At the same time Mid-Century Modern was being infused with new emotion and color through Mod, another trend was also taking shape – Contemporary.
Popular fads and youthful experimentation weren’t for everyone, and Modern lighting designers – aware that not all customers wanted to leave traditional elegance and beauty behind – carried their rational ideals forward into a new style that was clean, cutting edge, sophisticated, sculptural and sparkling.
“Contemporary” simply means “of the current time” – but as a style, Contemporary embodied now-ness in a more fresh and expressive Modern spirit.
Lightolier – the industry leader in postwar Modern lighting – was quick to pick up on European and Scandinavian trends, importing or adapting them for the American market. This 1966 spread features a new Gaetano Sciolari series that exemplifies the cool, sophisticated, sparkling and sculptural look that was blossoming into Contemporary. (courtesy of Hagley Museum & Library)
Not content to simply import new ideas, Lightolier also applied the latest trends to conventional forms, as here in 1968 with the Spiral Light and other designs infused with an Early American flavor. The past could be Contemporary, too. (Rejuvenation archives)
On the left, Lightolier innovates in 1970 with “Lighting that will turn your guests on.” On the right, Metropolitan Lighting offers stunning imported examples of Contemporary lighting that sparkle with the trending look of crystal and ice. (Rejuvenation archives)
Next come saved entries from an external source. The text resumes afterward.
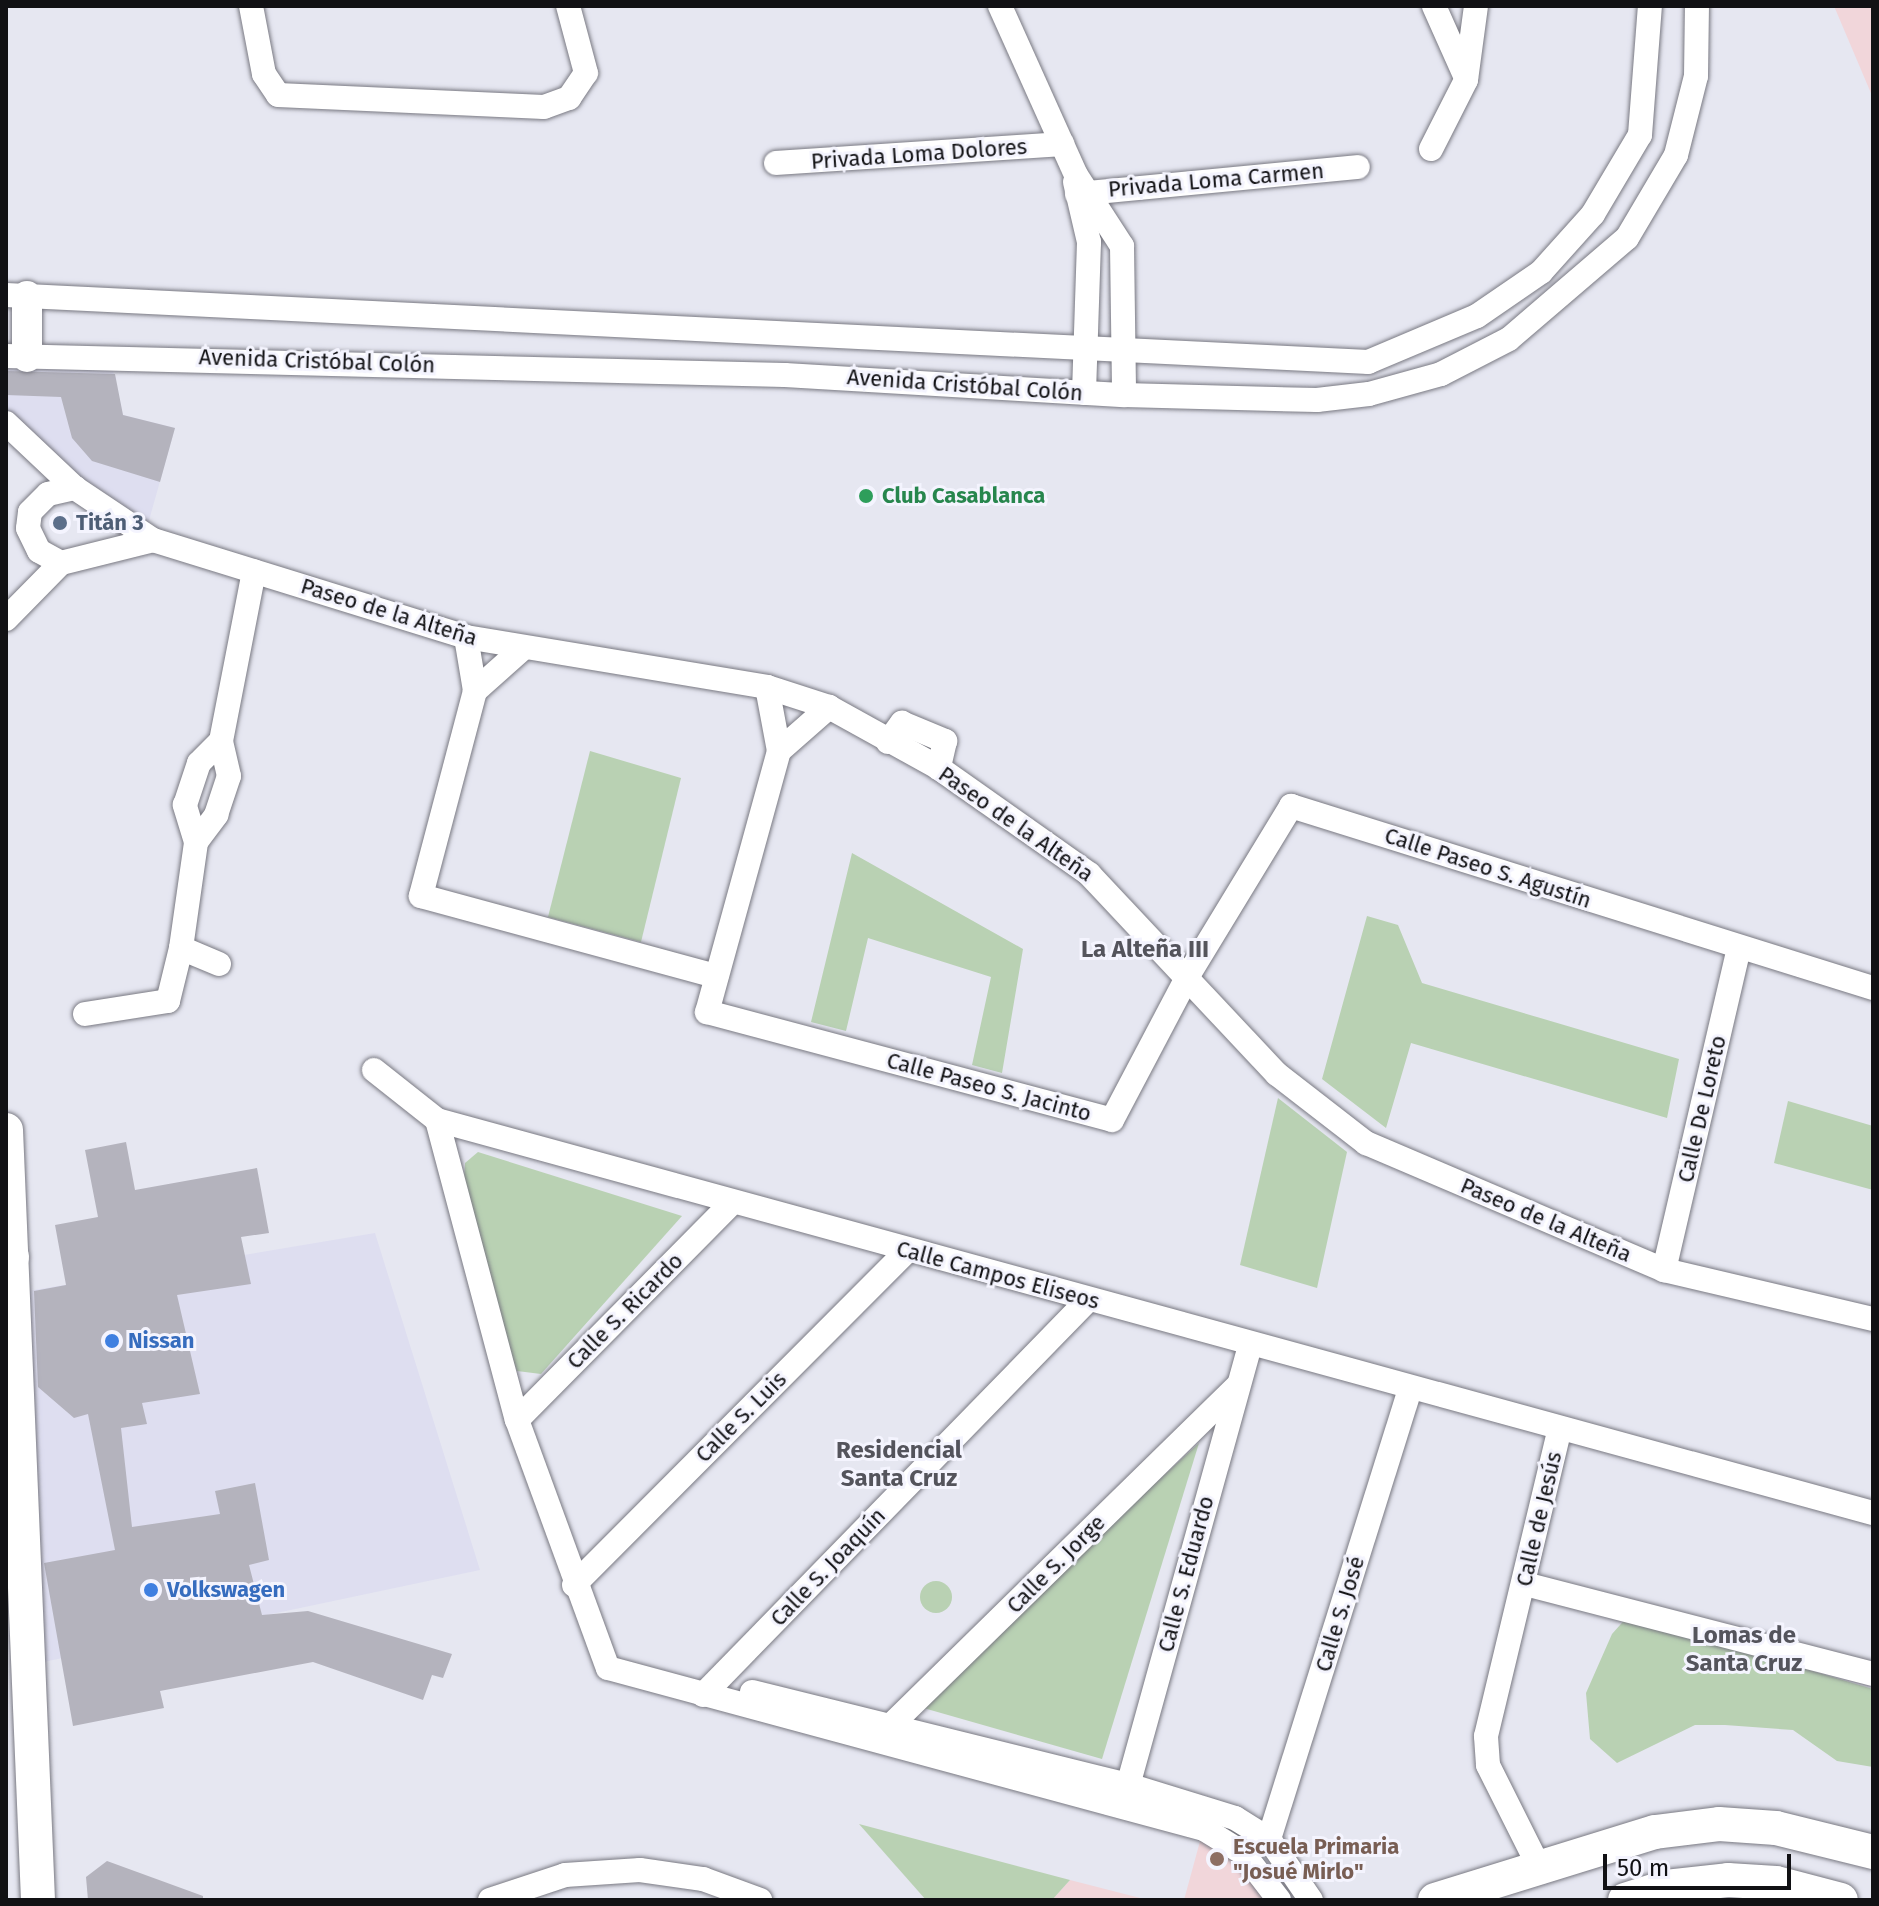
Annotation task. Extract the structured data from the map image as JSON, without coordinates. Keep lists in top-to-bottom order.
{
  "streets": {
    "street": [
      "Privada Loma Dolores",
      "Privada Loma Carmen",
      "Avenida Cristóbal Colón",
      "Paseo de la Alteña",
      "Calle Paseo S. Agustín",
      "Calle Paseo S. Jacinto",
      "Calle De Loreto",
      "Calle Campos Eliseos",
      "Calle S. Ricardo",
      "Calle S. Luis",
      "Calle de Jesús",
      "Calle S. Jorge",
      "Calle S. Joaquín",
      "Calle S. Eduardo",
      "Calle S. José"
    ]
  },
  "crossings": [
    ["Paseo de la Alteña", "Calle Paseo S. Agustín"],
    ["Paseo de la Alteña", "Calle Paseo S. Jacinto"],
    ["Paseo de la Alteña", "Calle De Loreto"],
    ["Calle Paseo S. Agustín", "Calle Paseo S. Jacinto"],
    ["Calle Paseo S. Agustín", "Calle De Loreto"],
    ["Calle Campos Eliseos", "Calle S. Ricardo"],
    ["Calle Campos Eliseos", "Calle S. Luis"],
    ["Calle Campos Eliseos", "Calle de Jesús"],
    ["Calle Campos Eliseos", "Calle S. Joaquín"],
    ["Calle Campos Eliseos", "Calle S. Eduardo"],
    ["Calle Campos Eliseos", "Calle S. José"],
    ["Calle S. Jorge", "Calle S. Eduardo"]
  ],
  "districts": ["La Alteña III", "Residencial Santa Cruz", "Lomas de Santa Cruz"],
  "places": [
    "Club Casablanca",
    "Titán 3",
    "Nissan",
    "Volkswagen",
    "Escuela Primaria \"Josué Mirlo\""
  ],
  "scale_bar": "50 m"
}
Alright, let’s just get this over with – Brutalism. There, we’ve said it… A controversial and much debated sub-trend of the Contemporary style (Moe described these lights in 1971 as “contemporary eclectic”), Brutalism embraced rugged, rough-edged, hand-formed sculptural effects that boldly expressed the materials being used. (Rejuvenation archives)
Progress was also cozy with Sciolari of Rome, importing the refined collection above in 1972. These fixtures perfectly illustrate the most popular features of Contemporary style – clean lines, artistic sensibilities, smoky glass, and sparkling chrome or polished brass paired with black. (Rejuvenation archives)
More Gaetano Sciolari from the 1972 Progress catalog with this stunning array of Contemporary Crystal. Delicate and forward looking without any reference to the dripping opulence of Versailles, these designs manage to communicate effortless style and timeless sophistication. (Rejuvenation archives)
The design influences in this spread from Thomas in 1974 range widely from Brutalist to Colonial Revival – yet every piece conveys the cool, smoky ambiance of Contemporary style. (Rejuvenation archives)
Lightolier invested deeply in Sciolari designs in the 1970s. Their astounding 1976 line-up is chock-a-block with fixture families that have become darlings of the high-end dealers set today, including Cubic I and Interplay One above. (Rejuvenation archives)
Have we mentioned our love affair with Lightolier and Sciolari? (we know – we said we weren’t going be snobby name droppers…) Here are the 1976 Geometric and Habitat series, and perhaps Sciolari’s pièce de résistance - Sculptura. (Rejuvenation archives)
Have we mentioned… oh, right. Sculptura in greater glory, along with Image, MSS (Modular Sphere System) and MLS (Modular Lighting System). It would be hard to overstate the importance of clear, round bulbs in Contemporary lighting. (courtesy of Hagley Museum & Library)
Progress offered these iconic imports from Gaetano Sciolari in 1976 (they were apparently perfect for women who wanted to relax). The mind-boggling TC 4506 at upper left is a “sculpture” of brass, stainless steel and Lucite called Futura. (Rejuvenation archives)
We’ll wrap up our brief Contemporary survey with this 1976 Progress spread (more Sciolari of Rome), which not only broadcasts its Contemporary bona fides in large blue letters, but also offers this summary of the style: “You will see the influence of Mondrian, Breuer, van der Rohe and the other giants of the Bauhaus in elemental lines and shapes which create interesting perspectives from every angle.” Even an angle that is almost 40 years in the future.
Unlike Mod, by holding onto the spirit of Modernism while also embracing popular desires for accessible beauty and decorative effects, Contemporary is a style that has stood the test of time - for all intents and purposes, it still exists in new lighting today (though the polyester and heavy eye shadow have mostly disappeared).